Déclaration conjointe de la Campagne mondiale pour l’égalité des droits en matière de nationalité (GCENR), d’Equality Now, de l’Alliance mondiale pour mettre fin à l’apatridie, de l’Union Interparlementaire, de l’Agence des Nations Unies pour les réfugiés, et d’ONU Femmes.

Nairobi, Kenya, 7 mai 2026 : À l’occasion de la Fête des Mères, les pays du continent Africain célèbrent les mères et l’importance de la vie familiale. Pourtant, alors même que nous rendons hommage à la maternité et au rôle essentiel des familles, sept pays Africains figurent encore parmi les 24 pays dans le monde dont les lois sur la nationalité refusent aux femmes le droit de transmettre leur nationalité à leurs enfants sur un pied d’égalité avec les hommes. En outre, les lois sur la nationalité dans près de 40 % des pays Africains n’accordent pas aux femmes les mêmes droits qu’aux hommes pour transmettre leur nationalité à un conjoint non ressortissant.

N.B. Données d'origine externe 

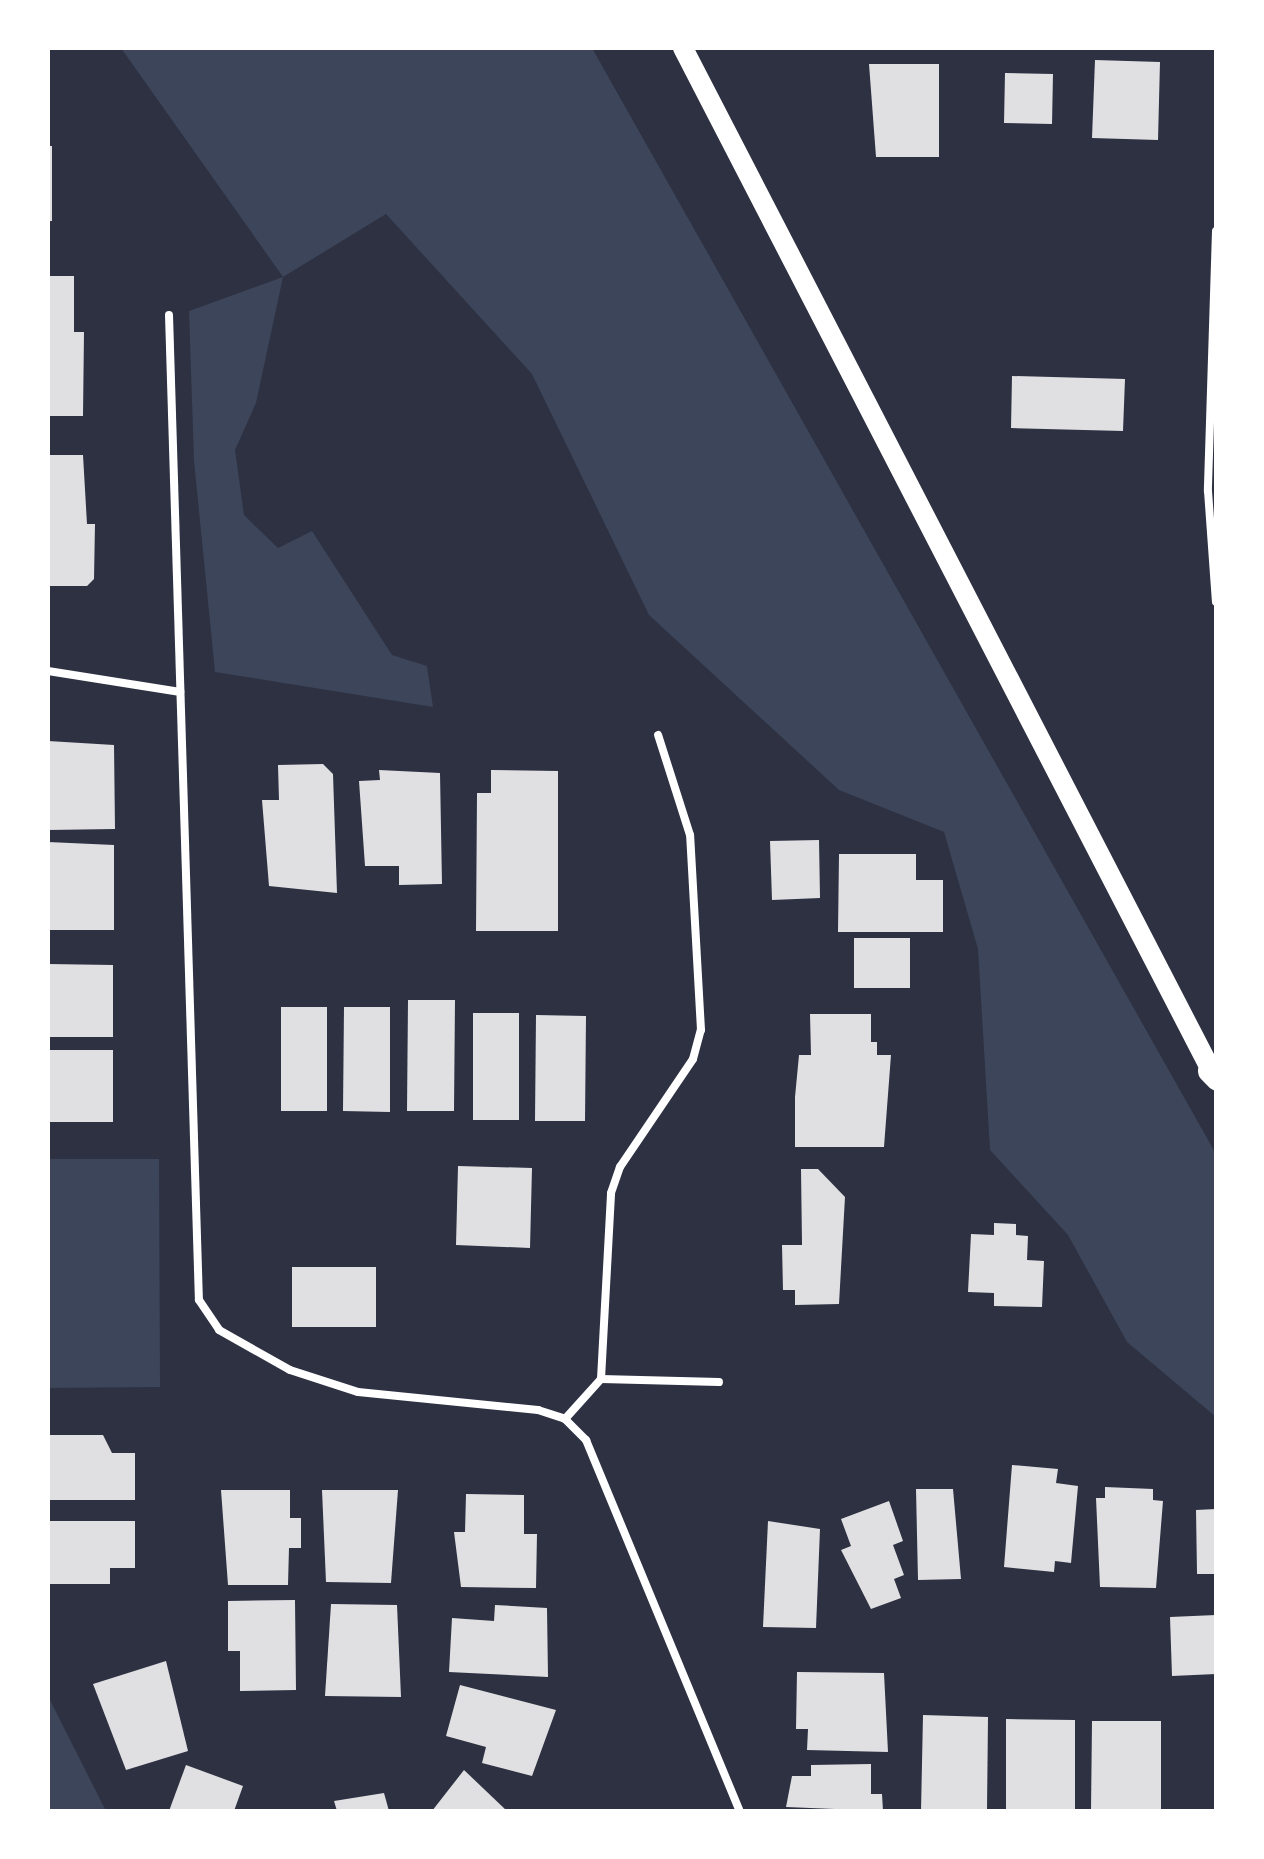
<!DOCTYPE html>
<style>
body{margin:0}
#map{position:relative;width:1264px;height:1859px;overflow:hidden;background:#2d3142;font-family:"Roboto Condensed",sans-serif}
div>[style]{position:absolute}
.green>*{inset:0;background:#3c4559}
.building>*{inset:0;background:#e0e0e3}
.minor>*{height:8px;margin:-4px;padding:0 4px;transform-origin:4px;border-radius:4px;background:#fff}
.primary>*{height:20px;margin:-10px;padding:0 10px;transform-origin:10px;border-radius:10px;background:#fff}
.motorway>*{height:24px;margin:-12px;padding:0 12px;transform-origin:12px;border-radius:12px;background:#fff}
span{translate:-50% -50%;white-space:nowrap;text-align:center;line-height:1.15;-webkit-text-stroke:7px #fff;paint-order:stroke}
.frame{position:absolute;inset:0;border:50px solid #fff;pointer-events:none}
</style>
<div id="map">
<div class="green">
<div style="clip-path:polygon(121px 48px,592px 48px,1216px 1154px,1216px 1417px,1127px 1342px,1068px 1235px,990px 1150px,978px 949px,944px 832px,839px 790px,649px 615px,532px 374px,386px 214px,283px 277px,256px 403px,235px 450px,244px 515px,278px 548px,312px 531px,392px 655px,427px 666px,433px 707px,215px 672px,194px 461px,189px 311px,283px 277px)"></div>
<div style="clip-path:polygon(48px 1159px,159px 1159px,160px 1387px,48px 1388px)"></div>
<div style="clip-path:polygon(48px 1696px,106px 1811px,48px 1811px)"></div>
</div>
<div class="building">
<div style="clip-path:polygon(1095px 60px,1160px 62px,1158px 140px,1092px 138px)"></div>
<div style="clip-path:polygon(869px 64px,939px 64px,939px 157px,876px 157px)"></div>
<div style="clip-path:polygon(1005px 73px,1053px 74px,1052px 124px,1004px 123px)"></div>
<div style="clip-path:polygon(48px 146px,52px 146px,52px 221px,48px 221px)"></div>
<div style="clip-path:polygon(48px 276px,74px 276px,74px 332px,84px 332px,83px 416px,48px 416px)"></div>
<div style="clip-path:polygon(1012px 376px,1125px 379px,1123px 431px,1011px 428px)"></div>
<div style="clip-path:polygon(48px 455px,83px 455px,87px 524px,95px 524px,94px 579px,87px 586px,48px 586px)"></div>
<div style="clip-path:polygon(48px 741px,114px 745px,115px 829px,48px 830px)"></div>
<div style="clip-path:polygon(323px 764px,333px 774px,337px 893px,269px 886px,262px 800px,279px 800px,278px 765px)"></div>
<div style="clip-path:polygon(379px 770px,440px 773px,442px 884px,399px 885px,399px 866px,365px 866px,359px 781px,380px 780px)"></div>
<div style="clip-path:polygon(491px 770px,558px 771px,558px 931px,476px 931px,477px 793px,491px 793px)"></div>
<div style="clip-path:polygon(819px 840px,820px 898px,772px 900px,770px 841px)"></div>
<div style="clip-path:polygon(48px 842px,114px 845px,114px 930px,48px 930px)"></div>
<div style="clip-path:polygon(839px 854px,916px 854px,916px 880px,943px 880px,943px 932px,838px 932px)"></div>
<div style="clip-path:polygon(854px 938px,910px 938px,910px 988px,854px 988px)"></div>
<div style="clip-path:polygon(48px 964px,113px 965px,113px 1037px,48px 1037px)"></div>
<div style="clip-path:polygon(408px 1000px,455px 1000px,454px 1111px,407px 1111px)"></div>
<div style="clip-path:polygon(281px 1007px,327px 1007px,327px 1111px,281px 1111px)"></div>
<div style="clip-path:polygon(344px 1007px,390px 1007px,390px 1112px,343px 1111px)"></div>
<div style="clip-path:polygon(473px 1013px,519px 1013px,519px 1120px,473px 1120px)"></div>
<div style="clip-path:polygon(810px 1014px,871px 1014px,871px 1042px,877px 1042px,877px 1055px,891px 1055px,884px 1147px,795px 1147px,795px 1097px,799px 1055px,811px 1055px)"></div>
<div style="clip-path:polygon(536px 1015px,586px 1016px,585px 1121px,535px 1121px)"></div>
<div style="clip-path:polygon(48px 1050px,113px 1050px,113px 1122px,48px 1122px)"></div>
<div style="clip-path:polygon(458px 1166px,532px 1168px,530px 1248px,456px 1245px)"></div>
<div style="clip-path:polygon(801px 1169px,818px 1169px,845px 1197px,839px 1304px,795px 1305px,795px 1290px,783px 1290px,782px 1245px,802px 1245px)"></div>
<div style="clip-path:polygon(994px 1223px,1016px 1224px,1016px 1235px,1028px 1236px,1027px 1260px,1044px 1261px,1042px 1307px,994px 1306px,994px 1293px,968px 1292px,971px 1234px,994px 1235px)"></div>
<div style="clip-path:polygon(292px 1267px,376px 1267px,376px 1327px,292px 1327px)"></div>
<div style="clip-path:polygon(50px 1435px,103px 1435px,112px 1453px,135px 1453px,135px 1500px,50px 1500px)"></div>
<div style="clip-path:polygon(1012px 1465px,1058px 1469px,1056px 1483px,1078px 1486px,1071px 1563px,1055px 1561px,1054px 1572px,1004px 1567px)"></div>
<div style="clip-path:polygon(1105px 1487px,1153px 1489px,1153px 1500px,1163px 1501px,1156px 1588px,1100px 1587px,1096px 1498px,1105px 1498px)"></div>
<div style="clip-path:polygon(916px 1489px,953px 1489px,961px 1579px,918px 1580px)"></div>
<div style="clip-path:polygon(221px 1490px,290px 1490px,290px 1518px,301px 1518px,301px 1548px,289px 1548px,288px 1585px,228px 1585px)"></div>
<div style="clip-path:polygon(322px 1490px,398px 1490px,391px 1583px,326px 1582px)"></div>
<div style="clip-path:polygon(466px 1494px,524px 1495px,524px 1534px,537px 1534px,536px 1588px,461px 1587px,454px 1532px,465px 1532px)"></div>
<div style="clip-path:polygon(889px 1501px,903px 1541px,893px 1545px,904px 1575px,894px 1579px,901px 1598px,871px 1609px,841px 1550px,851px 1546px,841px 1519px)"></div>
<div style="clip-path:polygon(1216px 1509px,1216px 1574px,1197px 1574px,1196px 1510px)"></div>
<div style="clip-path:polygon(50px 1521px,135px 1521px,135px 1568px,110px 1568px,110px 1584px,50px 1584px)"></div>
<div style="clip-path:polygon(768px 1521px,820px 1529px,816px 1628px,763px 1627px)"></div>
<div style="clip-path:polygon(295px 1600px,296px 1690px,240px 1691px,240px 1651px,228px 1651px,228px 1601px)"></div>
<div style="clip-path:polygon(331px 1604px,397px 1605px,401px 1697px,325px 1696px)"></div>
<div style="clip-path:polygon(495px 1605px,547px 1608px,548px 1677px,449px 1672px,452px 1618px,494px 1621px)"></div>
<div style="clip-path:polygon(1216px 1615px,1216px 1674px,1172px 1676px,1170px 1617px)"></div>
<div style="clip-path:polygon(166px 1661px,188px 1751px,126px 1770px,93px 1684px)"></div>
<div style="clip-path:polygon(797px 1672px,884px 1673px,888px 1752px,807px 1750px,808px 1729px,796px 1729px)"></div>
<div style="clip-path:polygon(460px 1685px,556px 1710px,532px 1776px,482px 1763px,486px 1747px,446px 1736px)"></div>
<div style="clip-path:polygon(923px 1715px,988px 1717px,987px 1811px,921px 1811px)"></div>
<div style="clip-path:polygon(1006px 1719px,1075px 1720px,1075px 1811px,1006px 1811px)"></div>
<div style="clip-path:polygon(1092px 1721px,1161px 1721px,1161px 1811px,1091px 1811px)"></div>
<div style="clip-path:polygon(871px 1764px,871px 1794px,882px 1794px,883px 1811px,786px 1807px,792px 1776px,811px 1776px,811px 1765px)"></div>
<div style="clip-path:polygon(186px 1765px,243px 1786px,234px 1811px,169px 1811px)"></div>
<div style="clip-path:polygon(464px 1770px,507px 1811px,432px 1811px)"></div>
<div style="clip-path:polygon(384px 1793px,389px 1811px,337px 1811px,334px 1801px)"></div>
</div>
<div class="minor">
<div style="left:1216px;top:231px;width:260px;rotate:91.8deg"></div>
<div style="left:1208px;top:491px;width:111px;rotate:85.9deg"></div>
<div style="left:169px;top:315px;width:985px;rotate:88.26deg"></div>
<div style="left:199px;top:1300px;width:36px;rotate:56deg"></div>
<div style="left:219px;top:1330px;width:81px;rotate:29.4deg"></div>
<div style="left:290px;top:1370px;width:71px;rotate:17.9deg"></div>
<div style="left:358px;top:1392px;width:181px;rotate:5.7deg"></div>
<div style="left:538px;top:1410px;width:28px;rotate:18deg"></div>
<div style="left:565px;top:1419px;width:30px;rotate:45deg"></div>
<div style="left:586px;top:1440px;width:402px;rotate:67.5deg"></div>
<div style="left:48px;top:671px;width:134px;rotate:9deg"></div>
<div style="left:601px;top:1379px;width:118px;rotate:1.5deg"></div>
<div style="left:565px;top:1419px;width:54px;rotate:-48deg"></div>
<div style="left:601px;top:1379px;width:186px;rotate:-86.9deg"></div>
<div style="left:611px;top:1193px;width:28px;rotate:-71deg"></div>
<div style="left:620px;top:1167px;width:130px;rotate:-55.9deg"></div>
<div style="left:693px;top:1059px;width:30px;rotate:-75deg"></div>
<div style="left:701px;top:1030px;width:195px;rotate:-93.2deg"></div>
<div style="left:690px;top:835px;width:105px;rotate:-107.7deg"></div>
</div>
<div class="primary">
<div style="left:683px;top:48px;width:1162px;rotate:62.68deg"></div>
</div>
<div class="motorway">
<div style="left:1210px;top:1071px;width:8px;rotate:45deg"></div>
</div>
<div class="frame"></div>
</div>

Les lois discriminatoires en matière de nationalité portent atteinte à l’égalité de citoyenneté des femmes Africaines, entraînent de nombreuses violations des droits humains et difficultés, constituent une cause majeure d’apatridie, contribuent aux violences fondées sur le genre, y compris le mariage des enfants et la traite des êtres humains, et freinent le développement durable. Les enfants privés de la nationalité de leur mère rencontrent des obstacles dans l’accès à l’éducation, aux soins de santé, aux services sociaux, à l’emploi à l’âge adulte, aux droits de propriété et même à l’unité familiale. Certains deviennent apatrides, n’étant reconnus comme citoyens d’aucun pays.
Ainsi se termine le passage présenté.